Résumé de la décision
La Cour d'appel de Metz a rendu une ordonnance le 18 juillet 2024 concernant M. [R] [N], un ressortissant algérien en rétention administrative. Le juge des libertés et de la détention avait ordonné sa remise en liberté immédiate, mais le procureur de la République a interjeté appel de cette décision. En raison d'une interdiction définitive du territoire français prononcée pour apologie d'actes de terrorisme, la cour a constaté que l'appel du ministère public avait un effet suspensif, maintenant ainsi M. [R] [N] à la disposition de la justice jusqu'à la décision sur le fond de l'appel.
Arguments pertinents
1. Effet suspensif de l'appel : La cour a statué que, selon l'article L 743-22 du code de l'entrée et du séjour des étrangers et du droit d'asile, l'appel interjeté par le ministère public n'est pas suspensif par défaut. Cependant, il peut être déclaré suspensif si l'intéressé ne dispose pas de garanties de représentation ou en cas de menace grave pour l'ordre public. La cour a noté que M. [R] [N] faisait l'objet d'une interdiction du territoire, ce qui justifie la suspension de l'ordonnance de remise en liberté.

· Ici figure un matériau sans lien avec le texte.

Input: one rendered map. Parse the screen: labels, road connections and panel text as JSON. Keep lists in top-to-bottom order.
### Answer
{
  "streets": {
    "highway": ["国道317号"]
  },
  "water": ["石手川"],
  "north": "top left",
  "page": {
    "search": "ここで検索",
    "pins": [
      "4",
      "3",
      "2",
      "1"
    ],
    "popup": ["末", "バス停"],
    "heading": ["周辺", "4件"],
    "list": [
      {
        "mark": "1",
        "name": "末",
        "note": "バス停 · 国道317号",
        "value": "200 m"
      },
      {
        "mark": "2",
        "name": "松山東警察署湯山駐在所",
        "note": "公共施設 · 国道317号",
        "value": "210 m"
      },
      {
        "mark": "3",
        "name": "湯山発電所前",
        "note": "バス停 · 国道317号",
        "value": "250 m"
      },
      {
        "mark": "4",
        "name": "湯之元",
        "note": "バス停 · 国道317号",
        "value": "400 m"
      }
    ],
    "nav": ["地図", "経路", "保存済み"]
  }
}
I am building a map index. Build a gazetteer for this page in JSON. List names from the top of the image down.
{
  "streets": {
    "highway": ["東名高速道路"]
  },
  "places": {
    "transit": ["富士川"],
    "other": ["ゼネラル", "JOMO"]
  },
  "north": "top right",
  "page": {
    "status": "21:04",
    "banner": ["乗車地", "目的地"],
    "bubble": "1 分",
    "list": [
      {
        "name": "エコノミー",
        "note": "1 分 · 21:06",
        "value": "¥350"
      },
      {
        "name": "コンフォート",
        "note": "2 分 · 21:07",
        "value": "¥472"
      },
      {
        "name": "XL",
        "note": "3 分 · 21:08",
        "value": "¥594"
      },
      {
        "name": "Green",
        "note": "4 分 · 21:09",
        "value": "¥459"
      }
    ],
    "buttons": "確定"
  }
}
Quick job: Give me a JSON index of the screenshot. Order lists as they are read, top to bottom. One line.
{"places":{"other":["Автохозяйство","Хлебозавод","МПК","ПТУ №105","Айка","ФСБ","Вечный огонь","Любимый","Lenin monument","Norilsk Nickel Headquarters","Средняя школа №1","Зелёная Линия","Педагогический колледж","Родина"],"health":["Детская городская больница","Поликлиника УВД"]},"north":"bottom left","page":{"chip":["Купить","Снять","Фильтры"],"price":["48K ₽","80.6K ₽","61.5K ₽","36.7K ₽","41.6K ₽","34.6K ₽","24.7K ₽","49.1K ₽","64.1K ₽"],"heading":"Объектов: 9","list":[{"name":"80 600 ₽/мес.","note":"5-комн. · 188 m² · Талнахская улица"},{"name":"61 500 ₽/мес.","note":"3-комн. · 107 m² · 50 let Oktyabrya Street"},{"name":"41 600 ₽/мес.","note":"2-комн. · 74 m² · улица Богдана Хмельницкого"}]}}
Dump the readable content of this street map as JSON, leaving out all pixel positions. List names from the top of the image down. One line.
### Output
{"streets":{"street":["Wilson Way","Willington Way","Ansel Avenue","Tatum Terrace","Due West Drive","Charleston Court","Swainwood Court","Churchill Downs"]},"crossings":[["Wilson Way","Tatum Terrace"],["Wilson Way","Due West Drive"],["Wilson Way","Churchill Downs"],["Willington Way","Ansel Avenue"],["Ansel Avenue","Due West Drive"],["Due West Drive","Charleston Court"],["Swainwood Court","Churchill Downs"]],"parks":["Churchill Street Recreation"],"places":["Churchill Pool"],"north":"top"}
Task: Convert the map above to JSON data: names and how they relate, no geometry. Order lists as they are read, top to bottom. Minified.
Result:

> "L'appel n'est pas suspensif. Toutefois, le ministère public peut demander au premier président de la cour d'appel de déclarer son recours suspensif lorsqu'il lui apparaît que l'intéressé ne dispose pas de garanties de représentation effectives ou en cas de menace grave pour l'ordre public." (Code de l'entrée et du séjour des étrangers et du droit d'asile - Article L 743-22)
2. Interdiction du territoire : La cour a souligné que M. [R] [N] avait été condamné à une interdiction définitive du territoire français pour apologie publique d'actes de terrorisme, ce qui constitue une menace grave pour l'ordre public.
> "L'appel interjeté contre une décision mettant fin à la rétention est suspensif lorsque l'intéressé a été condamné à une peine d'interdiction du territoire pour des actes de terrorisme." (Code de l'entrée et du séjour des étrangers et du droit d'asile - Article L 743-22)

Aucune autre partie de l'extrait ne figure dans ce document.